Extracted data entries
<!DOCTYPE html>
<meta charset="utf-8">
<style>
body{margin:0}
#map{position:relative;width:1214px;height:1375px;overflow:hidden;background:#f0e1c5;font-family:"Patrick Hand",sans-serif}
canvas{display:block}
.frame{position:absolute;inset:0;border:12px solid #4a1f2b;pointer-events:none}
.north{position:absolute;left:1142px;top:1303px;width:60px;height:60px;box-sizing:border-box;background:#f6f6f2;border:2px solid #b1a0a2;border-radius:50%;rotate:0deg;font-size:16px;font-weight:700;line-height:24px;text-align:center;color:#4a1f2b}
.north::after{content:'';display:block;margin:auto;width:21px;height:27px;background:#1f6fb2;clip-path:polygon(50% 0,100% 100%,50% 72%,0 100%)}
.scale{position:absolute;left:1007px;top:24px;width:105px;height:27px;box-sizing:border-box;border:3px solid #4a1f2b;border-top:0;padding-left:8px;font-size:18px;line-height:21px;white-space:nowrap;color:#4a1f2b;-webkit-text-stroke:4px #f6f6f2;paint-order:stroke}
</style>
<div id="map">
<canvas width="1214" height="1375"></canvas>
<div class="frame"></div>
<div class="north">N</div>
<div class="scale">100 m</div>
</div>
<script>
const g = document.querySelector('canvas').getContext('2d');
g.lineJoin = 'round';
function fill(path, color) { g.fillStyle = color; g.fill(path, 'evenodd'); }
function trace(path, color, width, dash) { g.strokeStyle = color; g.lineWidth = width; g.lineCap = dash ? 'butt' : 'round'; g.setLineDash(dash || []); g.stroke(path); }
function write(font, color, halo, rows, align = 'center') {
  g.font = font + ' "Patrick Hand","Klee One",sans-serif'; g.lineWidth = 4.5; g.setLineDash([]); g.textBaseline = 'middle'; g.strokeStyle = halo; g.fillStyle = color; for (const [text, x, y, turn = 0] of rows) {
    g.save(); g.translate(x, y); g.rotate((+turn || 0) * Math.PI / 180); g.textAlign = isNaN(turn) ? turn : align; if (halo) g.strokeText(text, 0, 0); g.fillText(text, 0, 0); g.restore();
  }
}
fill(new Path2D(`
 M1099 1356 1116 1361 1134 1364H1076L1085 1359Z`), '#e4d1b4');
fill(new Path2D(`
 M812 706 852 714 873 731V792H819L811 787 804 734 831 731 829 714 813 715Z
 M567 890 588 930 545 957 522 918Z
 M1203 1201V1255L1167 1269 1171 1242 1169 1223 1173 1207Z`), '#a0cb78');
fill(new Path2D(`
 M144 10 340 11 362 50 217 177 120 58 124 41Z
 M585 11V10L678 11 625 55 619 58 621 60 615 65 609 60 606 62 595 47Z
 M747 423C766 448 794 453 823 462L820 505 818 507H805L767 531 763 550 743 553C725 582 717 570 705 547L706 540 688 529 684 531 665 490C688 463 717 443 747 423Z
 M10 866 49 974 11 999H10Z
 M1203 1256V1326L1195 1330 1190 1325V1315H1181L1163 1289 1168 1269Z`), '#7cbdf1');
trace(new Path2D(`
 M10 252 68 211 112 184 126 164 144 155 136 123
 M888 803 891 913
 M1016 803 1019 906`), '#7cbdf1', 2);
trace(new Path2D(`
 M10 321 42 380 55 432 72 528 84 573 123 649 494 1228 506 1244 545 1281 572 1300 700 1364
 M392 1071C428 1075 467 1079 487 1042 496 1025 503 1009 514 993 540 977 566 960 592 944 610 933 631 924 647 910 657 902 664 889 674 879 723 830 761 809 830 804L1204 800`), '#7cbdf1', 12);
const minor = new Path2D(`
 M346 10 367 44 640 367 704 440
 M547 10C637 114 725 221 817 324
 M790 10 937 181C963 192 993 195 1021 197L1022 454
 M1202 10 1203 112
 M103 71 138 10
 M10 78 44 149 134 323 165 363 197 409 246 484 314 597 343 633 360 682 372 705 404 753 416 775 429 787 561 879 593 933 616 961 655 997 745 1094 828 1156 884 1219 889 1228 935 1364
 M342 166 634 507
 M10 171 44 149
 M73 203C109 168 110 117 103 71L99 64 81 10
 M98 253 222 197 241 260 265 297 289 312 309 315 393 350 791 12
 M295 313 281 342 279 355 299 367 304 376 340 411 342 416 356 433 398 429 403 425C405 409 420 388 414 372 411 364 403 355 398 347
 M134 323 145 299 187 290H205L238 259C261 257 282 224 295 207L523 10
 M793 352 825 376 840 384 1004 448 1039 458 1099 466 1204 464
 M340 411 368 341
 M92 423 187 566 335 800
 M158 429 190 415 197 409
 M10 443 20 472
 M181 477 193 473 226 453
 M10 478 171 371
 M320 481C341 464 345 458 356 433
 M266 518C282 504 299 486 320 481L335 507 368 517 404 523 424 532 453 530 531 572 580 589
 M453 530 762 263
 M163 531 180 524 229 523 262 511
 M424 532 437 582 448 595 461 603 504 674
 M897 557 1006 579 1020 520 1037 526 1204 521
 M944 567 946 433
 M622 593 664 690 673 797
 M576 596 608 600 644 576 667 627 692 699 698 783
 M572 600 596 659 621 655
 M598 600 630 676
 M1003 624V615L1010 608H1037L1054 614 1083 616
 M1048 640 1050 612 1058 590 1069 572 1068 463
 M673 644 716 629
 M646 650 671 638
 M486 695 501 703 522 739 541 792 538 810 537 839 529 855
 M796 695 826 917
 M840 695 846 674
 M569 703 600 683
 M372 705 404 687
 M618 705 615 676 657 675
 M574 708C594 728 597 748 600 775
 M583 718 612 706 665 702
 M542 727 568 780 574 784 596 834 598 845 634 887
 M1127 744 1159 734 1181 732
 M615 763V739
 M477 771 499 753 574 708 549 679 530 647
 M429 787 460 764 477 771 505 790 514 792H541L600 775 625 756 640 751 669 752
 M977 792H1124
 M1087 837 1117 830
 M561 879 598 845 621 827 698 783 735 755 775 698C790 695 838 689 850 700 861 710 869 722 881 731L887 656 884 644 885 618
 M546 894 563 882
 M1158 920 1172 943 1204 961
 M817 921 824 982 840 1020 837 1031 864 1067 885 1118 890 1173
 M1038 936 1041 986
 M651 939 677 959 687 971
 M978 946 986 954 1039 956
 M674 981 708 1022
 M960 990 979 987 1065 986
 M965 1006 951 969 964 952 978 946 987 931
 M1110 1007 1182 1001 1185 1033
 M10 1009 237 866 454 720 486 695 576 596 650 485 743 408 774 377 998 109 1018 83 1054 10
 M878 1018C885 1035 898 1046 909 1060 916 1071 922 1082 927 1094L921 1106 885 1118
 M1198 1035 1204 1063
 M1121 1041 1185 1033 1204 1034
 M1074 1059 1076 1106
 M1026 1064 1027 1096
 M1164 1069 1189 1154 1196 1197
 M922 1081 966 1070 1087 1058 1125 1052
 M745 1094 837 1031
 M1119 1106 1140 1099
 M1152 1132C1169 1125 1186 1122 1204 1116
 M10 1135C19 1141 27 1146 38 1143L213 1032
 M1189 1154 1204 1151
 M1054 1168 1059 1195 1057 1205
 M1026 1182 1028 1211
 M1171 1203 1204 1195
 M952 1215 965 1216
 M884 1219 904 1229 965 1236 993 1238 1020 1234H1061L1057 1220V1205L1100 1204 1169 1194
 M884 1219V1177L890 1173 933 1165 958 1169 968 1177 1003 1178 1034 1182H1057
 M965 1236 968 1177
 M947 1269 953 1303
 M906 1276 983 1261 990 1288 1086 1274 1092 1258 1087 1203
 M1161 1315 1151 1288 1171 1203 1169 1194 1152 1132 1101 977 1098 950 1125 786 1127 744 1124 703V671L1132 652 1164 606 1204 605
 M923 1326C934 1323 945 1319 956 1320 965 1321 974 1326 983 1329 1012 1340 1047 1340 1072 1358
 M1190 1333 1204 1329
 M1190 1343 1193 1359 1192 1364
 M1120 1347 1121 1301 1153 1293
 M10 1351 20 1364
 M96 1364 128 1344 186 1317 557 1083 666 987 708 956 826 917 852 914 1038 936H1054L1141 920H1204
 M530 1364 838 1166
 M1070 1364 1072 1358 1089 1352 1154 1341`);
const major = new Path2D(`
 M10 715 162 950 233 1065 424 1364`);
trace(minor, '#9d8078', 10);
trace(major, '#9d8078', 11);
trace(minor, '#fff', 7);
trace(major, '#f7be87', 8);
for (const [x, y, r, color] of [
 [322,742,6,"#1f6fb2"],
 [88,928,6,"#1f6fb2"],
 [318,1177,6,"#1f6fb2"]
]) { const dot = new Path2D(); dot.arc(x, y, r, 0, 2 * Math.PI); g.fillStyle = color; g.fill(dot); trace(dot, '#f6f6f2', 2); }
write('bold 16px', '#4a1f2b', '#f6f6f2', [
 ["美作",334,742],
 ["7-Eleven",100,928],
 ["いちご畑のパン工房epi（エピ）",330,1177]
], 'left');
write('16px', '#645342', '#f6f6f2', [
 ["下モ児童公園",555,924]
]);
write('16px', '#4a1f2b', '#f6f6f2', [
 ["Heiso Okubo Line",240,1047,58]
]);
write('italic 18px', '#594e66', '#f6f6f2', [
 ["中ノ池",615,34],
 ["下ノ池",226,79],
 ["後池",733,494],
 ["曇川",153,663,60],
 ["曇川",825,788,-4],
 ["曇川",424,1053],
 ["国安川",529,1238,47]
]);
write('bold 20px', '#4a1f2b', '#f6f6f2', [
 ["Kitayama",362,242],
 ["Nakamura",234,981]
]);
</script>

What is needed: What you give back should be exactly the lines of the data above from the line with "M1203 1201V1255L1167 1269" through the line with "M1003 624V615L1010 608H1037L1054", both of those included, and nothing more.

Result below:
 M1203 1201V1255L1167 1269 1171 1242 1169 1223 1173 1207Z`), '#a0cb78');
fill(new Path2D(`
 M144 10 340 11 362 50 217 177 120 58 124 41Z
 M585 11V10L678 11 625 55 619 58 621 60 615 65 609 60 606 62 595 47Z
 M747 423C766 448 794 453 823 462L820 505 818 507H805L767 531 763 550 743 553C725 582 717 570 705 547L706 540 688 529 684 531 665 490C688 463 717 443 747 423Z
 M10 866 49 974 11 999H10Z
 M1203 1256V1326L1195 1330 1190 1325V1315H1181L1163 1289 1168 1269Z`), '#7cbdf1');
trace(new Path2D(`
 M10 252 68 211 112 184 126 164 144 155 136 123
 M888 803 891 913
 M1016 803 1019 906`), '#7cbdf1', 2);
trace(new Path2D(`
 M10 321 42 380 55 432 72 528 84 573 123 649 494 1228 506 1244 545 1281 572 1300 700 1364
 M392 1071C428 1075 467 1079 487 1042 496 1025 503 1009 514 993 540 977 566 960 592 944 610 933 631 924 647 910 657 902 664 889 674 879 723 830 761 809 830 804L1204 800`), '#7cbdf1', 12);
const minor = new Path2D(`
 M346 10 367 44 640 367 704 440
 M547 10C637 114 725 221 817 324
 M790 10 937 181C963 192 993 195 1021 197L1022 454
 M1202 10 1203 112
 M103 71 138 10
 M10 78 44 149 134 323 165 363 197 409 246 484 314 597 343 633 360 682 372 705 404 753 416 775 429 787 561 879 593 933 616 961 655 997 745 1094 828 1156 884 1219 889 1228 935 1364
 M342 166 634 507
 M10 171 44 149
 M73 203C109 168 110 117 103 71L99 64 81 10
 M98 253 222 197 241 260 265 297 289 312 309 315 393 350 791 12
 M295 313 281 342 279 355 299 367 304 376 340 411 342 416 356 433 398 429 403 425C405 409 420 388 414 372 411 364 403 355 398 347
 M134 323 145 299 187 290H205L238 259C261 257 282 224 295 207L523 10
 M793 352 825 376 840 384 1004 448 1039 458 1099 466 1204 464
 M340 411 368 341
 M92 423 187 566 335 800
 M158 429 190 415 197 409
 M10 443 20 472
 M181 477 193 473 226 453
 M10 478 171 371
 M320 481C341 464 345 458 356 433
 M266 518C282 504 299 486 320 481L335 507 368 517 404 523 424 532 453 530 531 572 580 589
 M453 530 762 263
 M163 531 180 524 229 523 262 511
 M424 532 437 582 448 595 461 603 504 674
 M897 557 1006 579 1020 520 1037 526 1204 521
 M944 567 946 433
 M622 593 664 690 673 797
 M576 596 608 600 644 576 667 627 692 699 698 783
 M572 600 596 659 621 655
 M598 600 630 676
 M1003 624V615L1010 608H1037L1054 614 1083 616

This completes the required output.